May Grzybowski from Erving uses one of the computers to search the Web during a visit to the Erving Library in Ervingside.
(Recorder file photo)

May Grzybowski from Erving uses one of the computers to search the Web during a visit to the Erving Library in Ervingside. (Recorder file photo)

ERVING — Plans for a new or improved public library took a step forward recently with the state library board awarding a $50,000 planning and design grant for the project.

The grant is one of two offered through the Massachusetts Board of Library Commissioners. The first pays up to two-thirds of the planning and design costs, the second pays up to half of the construction or renovation costs.

As reported last week, the Greenfield Public Library was also among the 20 selected for the planning grant from among 28 applications.

Reached Sunday, Erving Public Library Director Barbara Friedman said she and the volunteer Library Building Feasibility Committee were excited.

“We need to hire an owner’s project manager. Then after we do that we’ll hire an architect to look at the three possibilities, either expansion, renovation of an old building — the old school is what we’ve been talking about for a long time — or build new,” Friedman said. The old school building is located next door to the existing library on Moore Street.

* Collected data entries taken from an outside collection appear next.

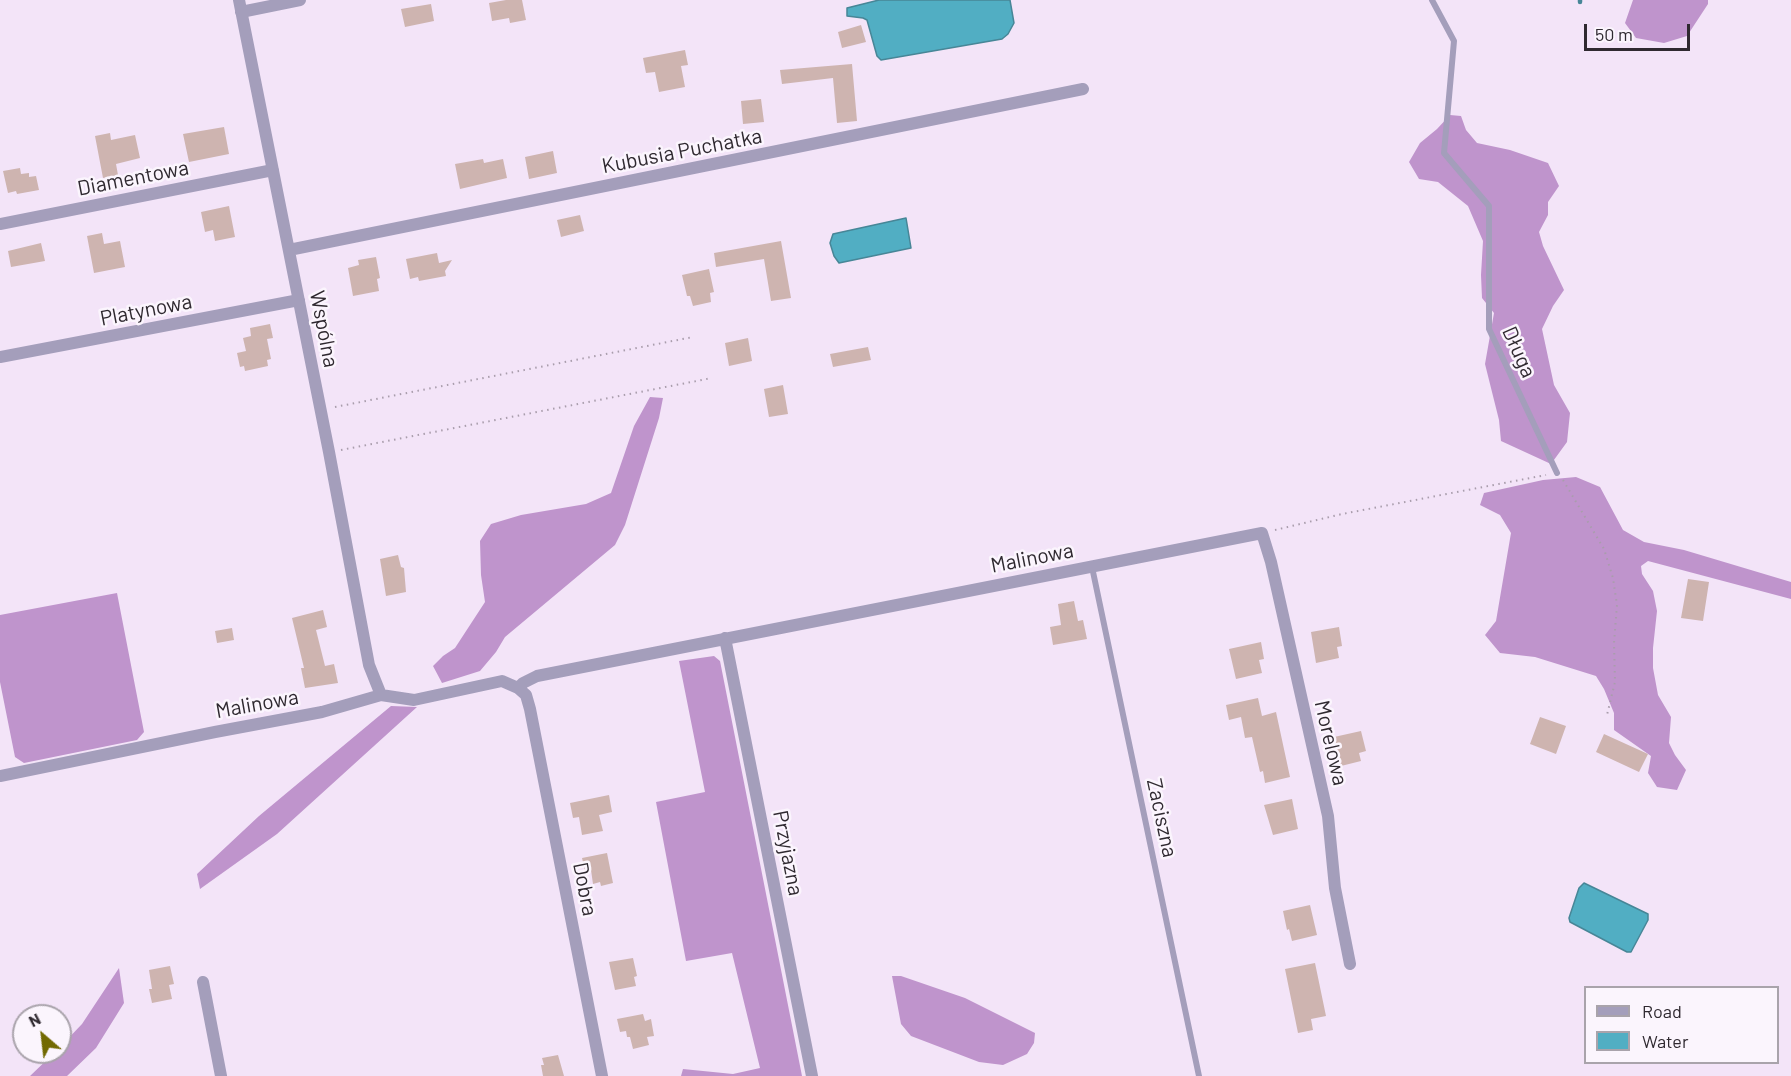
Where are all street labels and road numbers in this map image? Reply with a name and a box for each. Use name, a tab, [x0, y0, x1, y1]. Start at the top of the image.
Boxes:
street label: Kubusia Puchatka	[600, 123, 764, 179]
street label: Diamentowa	[75, 155, 191, 201]
street label: Wspólna	[304, 288, 344, 370]
street label: Platynowa	[98, 289, 194, 331]
street label: Długa	[1497, 322, 1541, 382]
street label: Malinowa	[988, 538, 1076, 578]
street label: Malinowa	[214, 684, 300, 724]
street label: Morelowa	[1309, 698, 1353, 788]
street label: Zaciszna	[1141, 776, 1183, 860]
street label: Przyjazna	[767, 808, 809, 898]
street label: Dobra	[567, 860, 603, 918]

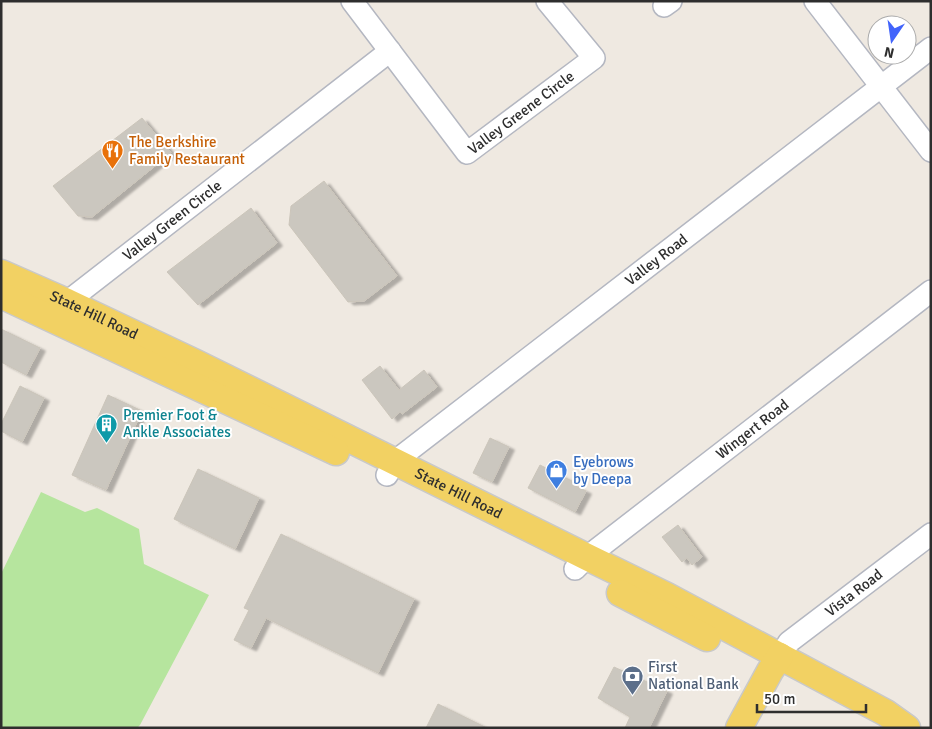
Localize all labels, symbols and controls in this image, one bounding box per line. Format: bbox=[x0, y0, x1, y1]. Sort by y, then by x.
north arrow bbox=[867, 15, 917, 65]
text: N bbox=[883, 43, 896, 62]
street label: Valley Greene Circle bbox=[464, 67, 578, 158]
place label: The Berkshire Family Restaurant bbox=[129, 133, 245, 168]
restaurant icon: The Berkshire Family Restaurant bbox=[101, 139, 125, 170]
street label: Valley Green Circle bbox=[119, 176, 225, 264]
street label: Valley Road bbox=[622, 230, 691, 289]
street label: State Hill Road bbox=[47, 287, 141, 343]
street label: Wingert Road bbox=[712, 395, 792, 463]
place label: Premier Foot & Ankle Associates bbox=[123, 406, 231, 441]
building icon: Premier Foot & Ankle Associates bbox=[95, 412, 119, 443]
place label: Eyebrows by Deepa bbox=[573, 453, 634, 488]
shop icon: Eyebrows by Deepa bbox=[545, 459, 569, 490]
street label: State Hill Road bbox=[412, 464, 505, 523]
street label: Vista Road bbox=[821, 565, 886, 620]
place label: First National Bank bbox=[648, 658, 739, 693]
bank icon: First National Bank bbox=[620, 664, 644, 695]
scale bar bbox=[757, 682, 866, 714]
text: 50 m bbox=[764, 690, 795, 708]

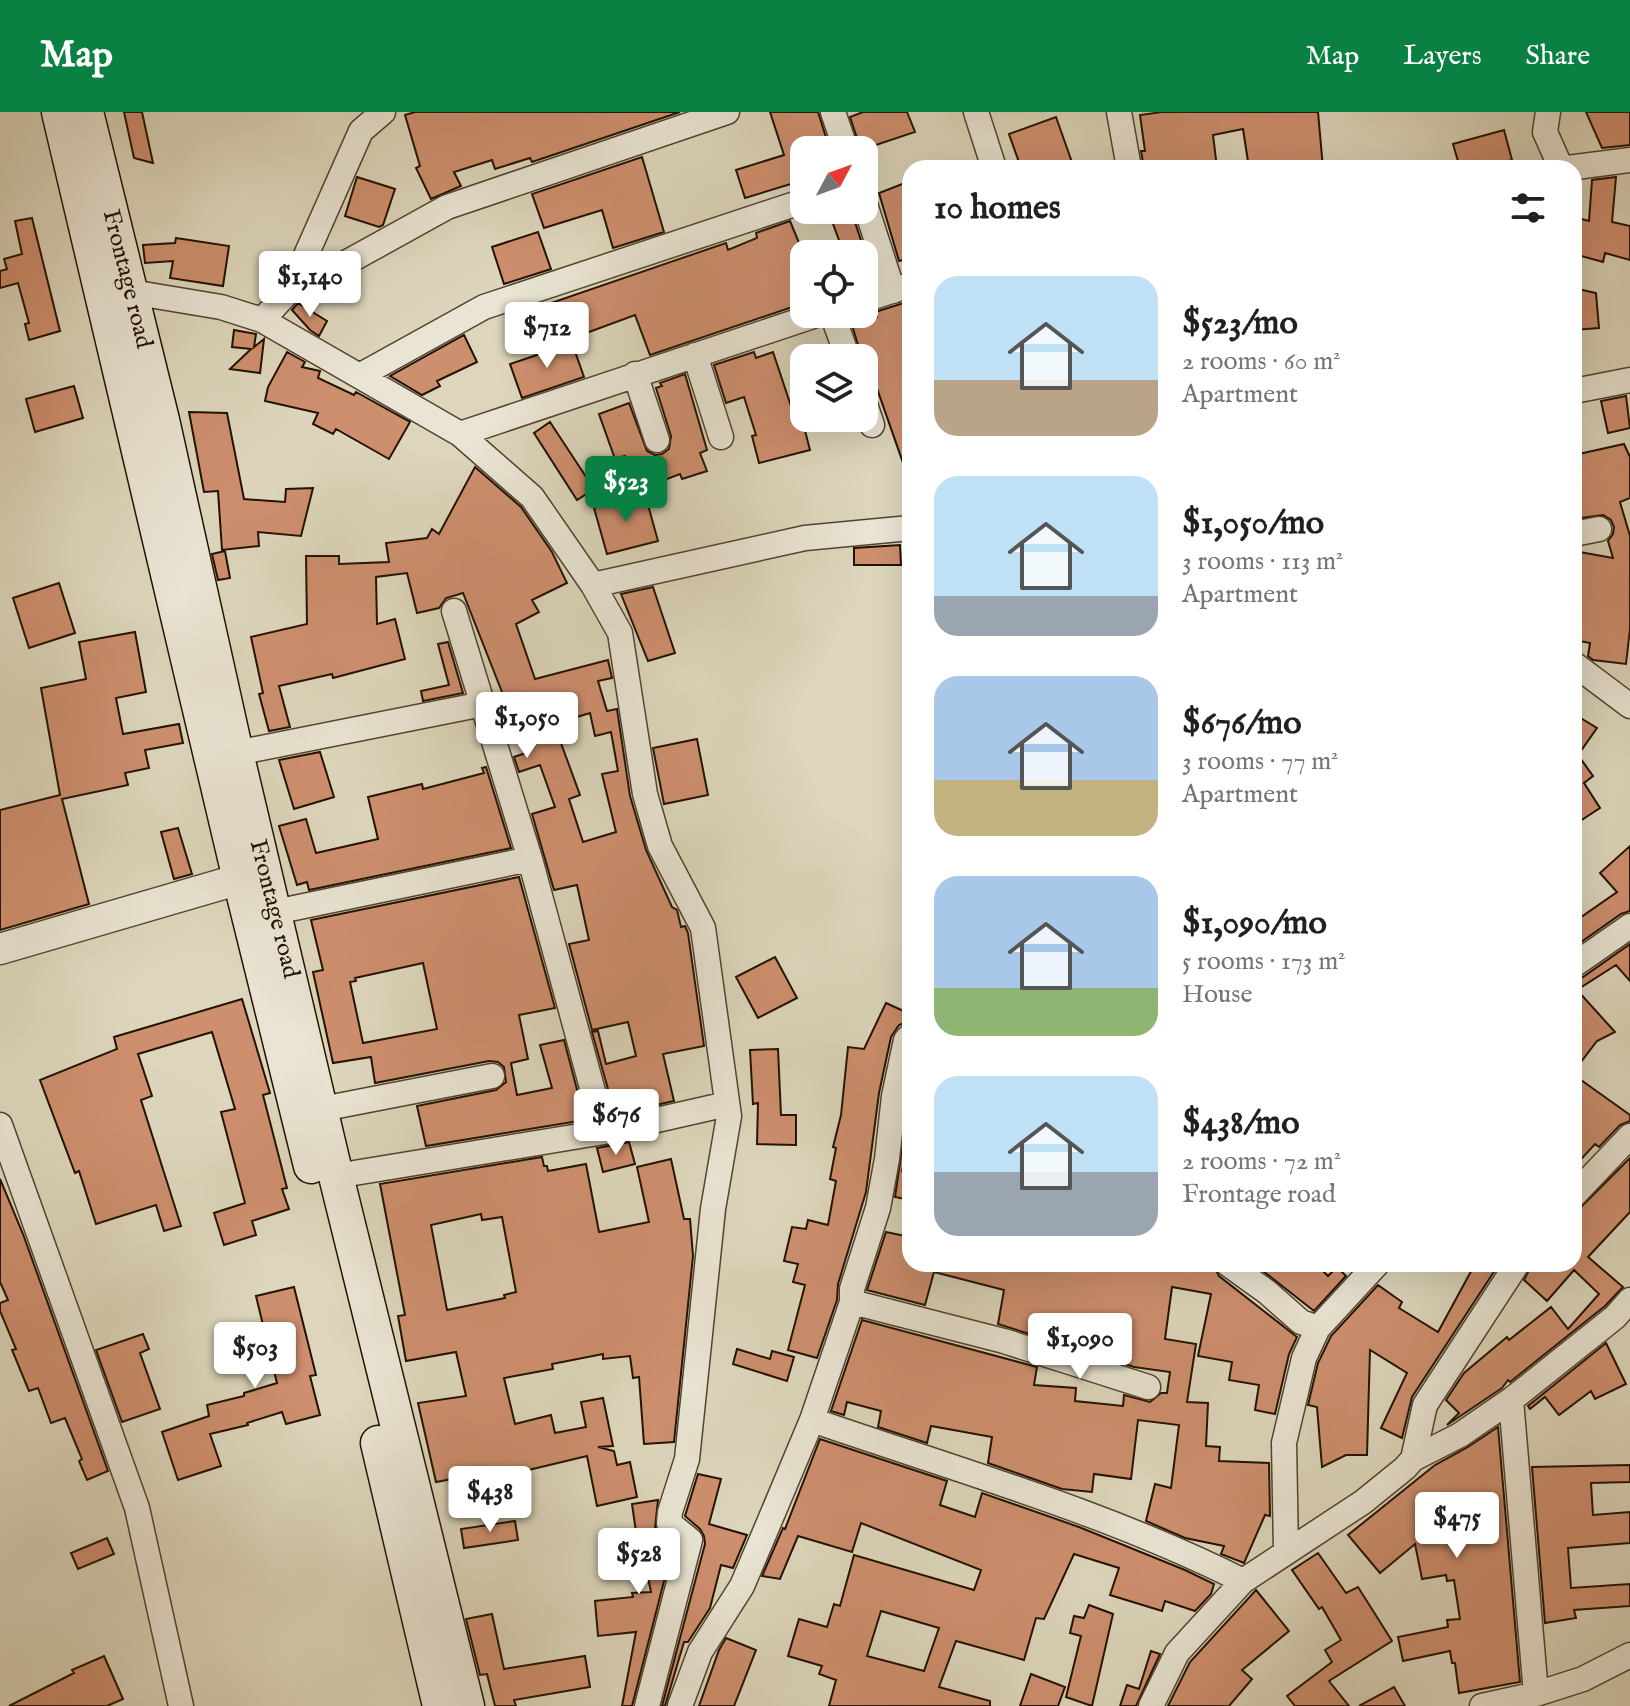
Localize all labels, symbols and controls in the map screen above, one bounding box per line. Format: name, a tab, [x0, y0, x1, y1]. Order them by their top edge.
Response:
text: Map	[40, 32, 113, 80]
text: Map	[1306, 39, 1359, 74]
text: Layers	[1403, 39, 1482, 74]
text: Share	[1526, 39, 1590, 74]
north arrow	[790, 136, 878, 224]
map controls	[790, 136, 878, 432]
icon: filters	[1506, 186, 1550, 230]
text: 10 homes	[934, 187, 1061, 230]
street label: Frontage road	[95, 206, 159, 352]
button: locate	[790, 240, 878, 328]
pin: $1,140	[245, 251, 375, 319]
text: $1,140	[277, 260, 343, 293]
pin: $712	[500, 302, 594, 370]
text: $523/mo	[1182, 302, 1298, 345]
icon: home	[998, 308, 1094, 404]
text: $712	[523, 311, 571, 344]
button: layers	[790, 344, 878, 432]
text: 2 rooms · 60 m²	[1182, 345, 1341, 378]
text: Apartment	[1182, 378, 1298, 411]
pin: $523	[579, 456, 673, 524]
text: $523	[603, 465, 649, 498]
text: $1,050/mo	[1182, 502, 1324, 545]
icon: home	[998, 508, 1094, 604]
text: 3 rooms · 113 m²	[1182, 545, 1343, 578]
text: Apartment	[1182, 578, 1298, 611]
pin: $1,050	[462, 692, 592, 760]
text: $1,050	[494, 701, 560, 734]
text: $676/mo	[1182, 702, 1301, 745]
icon: home	[998, 708, 1094, 804]
text: 3 rooms · 77 m²	[1182, 745, 1339, 778]
text: Apartment	[1182, 778, 1298, 811]
street label: Frontage road	[242, 836, 306, 982]
text: $1,090/mo	[1182, 902, 1327, 945]
icon: home	[998, 908, 1094, 1004]
text: 5 rooms · 173 m²	[1182, 945, 1346, 978]
text: House	[1182, 978, 1252, 1011]
pin: $676	[569, 1089, 663, 1157]
text: $676	[592, 1098, 640, 1131]
text: $438/mo	[1182, 1102, 1300, 1145]
icon: home	[998, 1108, 1094, 1204]
text: 2 rooms · 72 m²	[1182, 1145, 1341, 1178]
text: Frontage road	[1182, 1178, 1336, 1211]
pin: $1,090	[1015, 1313, 1145, 1381]
pin: $503	[208, 1322, 302, 1390]
text: $1,090	[1046, 1322, 1114, 1355]
text: $503	[232, 1331, 278, 1364]
pin: $438	[443, 1466, 537, 1534]
text: $438	[466, 1475, 514, 1508]
pin: $475	[1410, 1492, 1504, 1560]
text: $475	[1433, 1501, 1481, 1534]
pin: $528	[592, 1528, 686, 1596]
text: $528	[616, 1537, 662, 1570]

Residents at this year’s annual town meeting unanimously approved the $25,000 town match required for the $50,000 grant. That $75,000 will fund the planning and design phase. If all goes well the town may then apply for the construction grant. Like all major spending decisions, the next step would be contingent on approval by residents at town meeting.

Friedman said the feasibility committee is touring other libraries and will be developing guidelines for the architect, including the space requirements, with community input.

“The committee will be looking at surveying the community several times through the process and we will be putting all those ideas forth to the architect,” Friedman said.

Proponents of the project say the current library is too small to serve the number of patrons, and too old to keep out the damp and pests. If all goes according to plan and residents approve a new library, Friedman said patrons could be looking at walking into a new or renovated library in 2018 or 2019.